**Problem details:**
State how many lines of the entries hold the string "linecap", and output nothing but that count.

**Source information:**
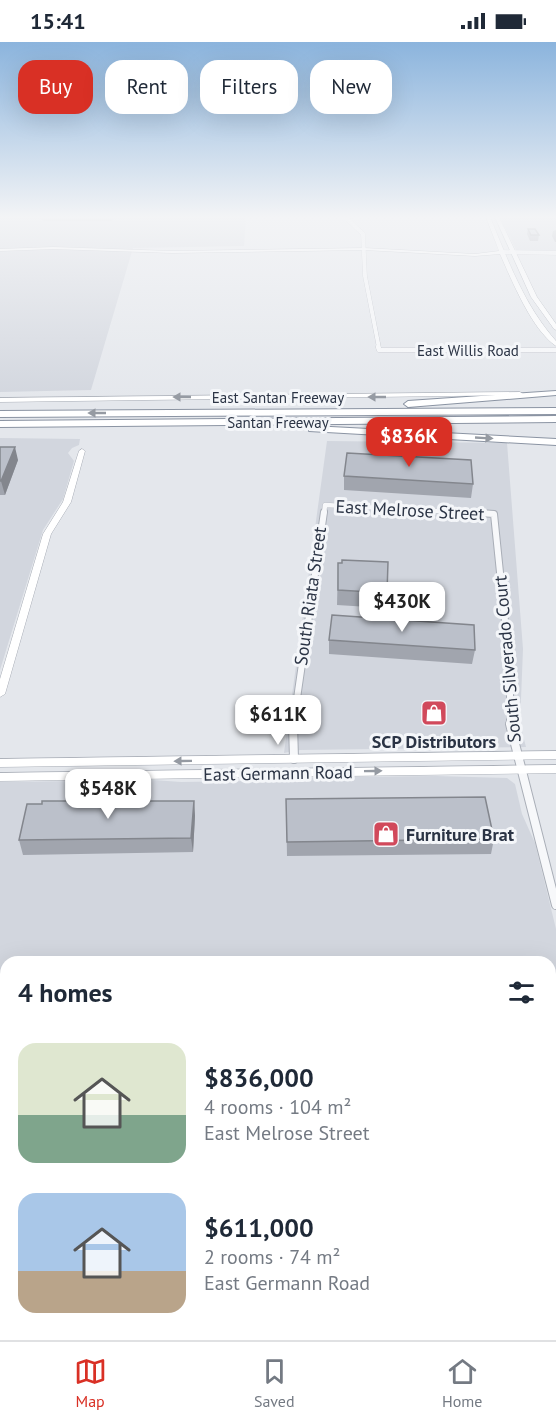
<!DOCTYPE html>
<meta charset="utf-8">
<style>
:root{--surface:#fff;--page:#f2f2f3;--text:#1f2937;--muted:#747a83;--line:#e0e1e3;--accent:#d93025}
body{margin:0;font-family:"PT Sans",sans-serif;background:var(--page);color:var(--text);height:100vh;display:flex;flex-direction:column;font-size:22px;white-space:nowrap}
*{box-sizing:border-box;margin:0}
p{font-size:20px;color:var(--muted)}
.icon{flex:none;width:33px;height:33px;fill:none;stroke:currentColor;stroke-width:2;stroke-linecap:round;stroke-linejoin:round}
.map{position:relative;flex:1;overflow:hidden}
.panel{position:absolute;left:0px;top:914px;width:556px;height:386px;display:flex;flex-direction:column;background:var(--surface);border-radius:18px 18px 0 0;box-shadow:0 6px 24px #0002}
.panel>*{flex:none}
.banner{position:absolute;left:18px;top:18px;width:520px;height:54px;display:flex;gap:12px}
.price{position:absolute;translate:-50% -51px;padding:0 14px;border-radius:12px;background:#fff;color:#222;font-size:20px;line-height:39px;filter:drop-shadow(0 2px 3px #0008)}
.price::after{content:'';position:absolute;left:50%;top:36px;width:18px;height:14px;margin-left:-9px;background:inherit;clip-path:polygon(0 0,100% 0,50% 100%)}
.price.active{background:var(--accent);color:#fff}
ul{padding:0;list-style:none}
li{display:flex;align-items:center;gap:18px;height:150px;padding:0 18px}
li span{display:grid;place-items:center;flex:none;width:168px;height:120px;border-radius:18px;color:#555}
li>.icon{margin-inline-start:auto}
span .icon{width:72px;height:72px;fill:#fffc;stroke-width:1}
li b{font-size:26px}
h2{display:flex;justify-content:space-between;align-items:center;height:72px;padding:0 18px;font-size:26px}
.pill{padding:0 21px;border-radius:18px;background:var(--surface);box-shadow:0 6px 24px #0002;font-size:21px;line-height:54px}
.pill.active{background:var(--accent);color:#fff}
.status{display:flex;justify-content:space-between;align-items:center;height:42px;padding:0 30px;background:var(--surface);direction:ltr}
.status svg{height:16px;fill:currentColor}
.tab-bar{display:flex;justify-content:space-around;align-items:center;height:84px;border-top:2px solid var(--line);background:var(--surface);font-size:16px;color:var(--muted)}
.tab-bar a{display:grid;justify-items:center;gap:3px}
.tab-bar .active{color:var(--accent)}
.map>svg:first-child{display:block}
.built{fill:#d2d6de}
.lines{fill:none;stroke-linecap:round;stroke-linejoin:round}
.street-far3-casing{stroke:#a9aeb7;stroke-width:4.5}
.street-far2-casing{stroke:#a9aeb7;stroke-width:5}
.street-far1-casing{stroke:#a9aeb7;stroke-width:8}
.street-casing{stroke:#a9aeb7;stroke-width:10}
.secondary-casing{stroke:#a9aeb7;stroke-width:1}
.highway-casing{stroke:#8b94a3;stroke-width:2}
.street-far3{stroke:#f7f8fa;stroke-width:4}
.street-far2{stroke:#f7f8fa;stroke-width:4.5}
.street-far1{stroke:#f7f8fa;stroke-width:6}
.street{stroke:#f7f8fa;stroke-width:8}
.secondary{fill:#fff;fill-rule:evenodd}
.highway{fill:#fff;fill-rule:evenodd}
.wall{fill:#a1a5ae}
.shaded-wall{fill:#83868d}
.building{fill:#bbc0ca;stroke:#83868d;stroke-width:1.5}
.oneway{fill:#959aa2}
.labels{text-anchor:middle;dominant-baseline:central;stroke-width:6;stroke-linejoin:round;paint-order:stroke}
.far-street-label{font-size:15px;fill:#2b3445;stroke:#f4f6f9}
.street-label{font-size:18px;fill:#2b3445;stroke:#f4f6f9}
.poi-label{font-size:18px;font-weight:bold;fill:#2b3445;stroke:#f4f6f9}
</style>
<div class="status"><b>15:41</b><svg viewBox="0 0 49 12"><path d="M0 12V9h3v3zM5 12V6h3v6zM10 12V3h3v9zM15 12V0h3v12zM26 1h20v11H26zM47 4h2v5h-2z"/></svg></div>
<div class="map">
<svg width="556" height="1298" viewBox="0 0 556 1298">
<rect width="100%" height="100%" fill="#e4e7ec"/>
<!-- built -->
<path class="built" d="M0 175H246L244 204 133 206 91 348 0 350Z
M500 175H556V210L516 208Z
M0 396 80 397 79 403 72 406 68 411 74 419 63 457 43 488 0 628Z
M327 399 507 401 523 607 520 682 526 705 300 708 284 711Z
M436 734 507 736 515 742 522 772 535 801 556 887V986H551L550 920H6V965H0V740L153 738 181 740 249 739 257 736Z"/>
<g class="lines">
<defs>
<path id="street-far3" d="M345 175 363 192 365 234 379 306
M503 210 556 211"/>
<path id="street-far2" d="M378 305 379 308H556
M324 472 325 463 494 472"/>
<path id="street-far1" d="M466 470 494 472 510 628V684
M293 684 324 470"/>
<path id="street" d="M293 682 294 717
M510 682 556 863"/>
<path id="secondary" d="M486 175H490C508 218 524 263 556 299V304C532 288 512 239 500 212L475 214 364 208 172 211 53 207 0 209V207L53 205 172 209 364 206 475 212 499 209Z
M495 175H499L537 255 556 282V288L554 287 531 255Z
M520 350 523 352 522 353 0 360V356Z
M82 407 85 409 71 460 51 492 5 652 0 655V637L43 492 63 460 79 409Z
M556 709V717L0 725V717Z
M556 723V731L0 739V731Z"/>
<path id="highway" d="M556 349V353L408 365 404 362 408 359Z
M556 366V372L0 375V369Z
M556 374V380L0 385V379Z
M312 384 556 397V403L309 389V385Z"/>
</defs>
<!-- street-far3 casing -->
<use href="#street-far3" class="street-far3-casing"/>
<!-- street-far2 casing -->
<use href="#street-far2" class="street-far2-casing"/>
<!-- street-far1 casing -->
<use href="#street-far1" class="street-far1-casing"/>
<!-- street casing -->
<use href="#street" class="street-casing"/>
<!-- secondary casing -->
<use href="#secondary" class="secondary-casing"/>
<!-- highway casing -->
<use href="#highway" class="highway-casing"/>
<!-- street-far3 -->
<use href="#street-far3" class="street-far3"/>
<!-- street-far2 -->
<use href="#street-far2" class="street-far2"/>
<!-- street-far1 -->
<use href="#street-far1" class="street-far1"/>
<!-- street -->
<use href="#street" class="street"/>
<!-- secondary -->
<use href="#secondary" class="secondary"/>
<!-- highway -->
<use href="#highway" class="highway"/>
</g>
<!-- wall -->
<path class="wall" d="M42 175H113L112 179H43Z
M528 187 539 193 538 199H530L527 192Z
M556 188V200H555L552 194 553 189Z
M0 405 18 418 5 453H0Z
M344 434 473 442 471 456 344 448Z
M338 521 387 551 385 566 337 563Z
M329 598 475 608 472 622 329 612Z
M286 757 494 797 491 812 287 814Z
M194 759 195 774 193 810 23 813 19 798Z"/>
<!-- shaded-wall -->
<path class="shaded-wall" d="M15 405 18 418 5 453 1 439Z
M194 759 195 774 193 810 191 796Z"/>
<!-- building -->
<path class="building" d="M528 187H535L539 193H531Z
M0 405H15L1 439H0Z
M347 411 471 418 473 442 344 434Z
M342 518 388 520 387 551 338 548V521H342Z
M332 573 474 583 475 608 329 598Z
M485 755 494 797 287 800 286 757Z
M42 759H194L191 796 19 798 27 762H42Z"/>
<!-- one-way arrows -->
<defs><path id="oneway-solid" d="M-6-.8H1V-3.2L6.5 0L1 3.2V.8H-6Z" transform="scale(1.5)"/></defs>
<g class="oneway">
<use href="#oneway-solid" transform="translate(182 355) rotate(180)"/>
<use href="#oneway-solid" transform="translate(377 355) rotate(180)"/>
<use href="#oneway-solid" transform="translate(97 371) rotate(180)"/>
<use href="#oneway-solid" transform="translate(484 396) rotate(3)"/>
<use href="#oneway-solid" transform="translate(183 719) rotate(179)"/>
<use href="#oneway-solid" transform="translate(373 729) rotate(-1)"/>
</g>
<!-- sky -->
<linearGradient id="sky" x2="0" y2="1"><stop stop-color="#8bb4dd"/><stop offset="0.49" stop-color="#f3f4f6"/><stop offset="1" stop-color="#f3f4f6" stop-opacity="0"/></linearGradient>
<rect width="556" height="357" fill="url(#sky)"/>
<!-- icons -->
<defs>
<symbol id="shop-square" viewBox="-11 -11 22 22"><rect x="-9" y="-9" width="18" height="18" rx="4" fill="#d1495b" stroke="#f4f6f9"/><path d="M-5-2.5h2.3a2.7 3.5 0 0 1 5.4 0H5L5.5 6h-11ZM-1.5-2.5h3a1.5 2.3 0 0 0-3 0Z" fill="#fff"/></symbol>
</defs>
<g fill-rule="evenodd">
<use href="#shop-square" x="419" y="656" width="30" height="30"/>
<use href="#shop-square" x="371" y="777" width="30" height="30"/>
</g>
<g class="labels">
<!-- far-street labels -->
<g class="far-street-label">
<text x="468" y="308">East Willis Road</text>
<text x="278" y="355">East Santan Freeway</text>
<text x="278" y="380">Santan Freeway</text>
</g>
<!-- street labels -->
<g class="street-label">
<text transform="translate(410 468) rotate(3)">East Melrose Street</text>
<text transform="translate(310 554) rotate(-82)">South Riata Street</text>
<text transform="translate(507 617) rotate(-95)">South Silverado Court</text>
<text transform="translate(278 731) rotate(-1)">East Germann Road</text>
</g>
<!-- poi labels -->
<g class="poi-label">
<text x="434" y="699">SCP Distributors</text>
<text x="406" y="792" text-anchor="start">Furniture Brat</text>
</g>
</g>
</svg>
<b class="price active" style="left:409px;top:426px">$836K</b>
<b class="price" style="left:402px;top:591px">$430K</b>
<b class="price" style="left:278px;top:704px">$611K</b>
<b class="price" style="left:108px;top:778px">$548K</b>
<div class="banner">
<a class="pill active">Buy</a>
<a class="pill">Rent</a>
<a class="pill">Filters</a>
<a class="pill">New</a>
</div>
<section class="panel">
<h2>4 homes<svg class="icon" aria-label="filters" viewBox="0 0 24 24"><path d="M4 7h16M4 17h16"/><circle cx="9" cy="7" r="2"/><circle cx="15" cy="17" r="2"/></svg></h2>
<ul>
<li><span style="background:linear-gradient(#dfe7d0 60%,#7fa58c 0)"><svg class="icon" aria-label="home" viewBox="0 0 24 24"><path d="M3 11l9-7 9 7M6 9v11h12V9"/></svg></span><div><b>$836,000</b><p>4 rooms · 104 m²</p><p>East Melrose Street</p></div></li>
<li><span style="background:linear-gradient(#a9c7e8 65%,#b9a48a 0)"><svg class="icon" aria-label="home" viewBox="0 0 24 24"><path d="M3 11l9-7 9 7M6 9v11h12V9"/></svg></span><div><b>$611,000</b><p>2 rooms · 74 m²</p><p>East Germann Road</p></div></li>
</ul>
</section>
</div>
<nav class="tab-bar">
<a class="active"><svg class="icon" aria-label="map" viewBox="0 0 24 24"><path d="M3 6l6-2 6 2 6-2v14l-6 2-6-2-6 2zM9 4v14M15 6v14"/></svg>Map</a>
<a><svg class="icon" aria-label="saved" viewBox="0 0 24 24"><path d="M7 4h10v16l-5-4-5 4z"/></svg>Saved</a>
<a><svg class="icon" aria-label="home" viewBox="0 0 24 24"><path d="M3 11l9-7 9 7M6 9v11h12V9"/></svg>Home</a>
</nav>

**Your solution:**
2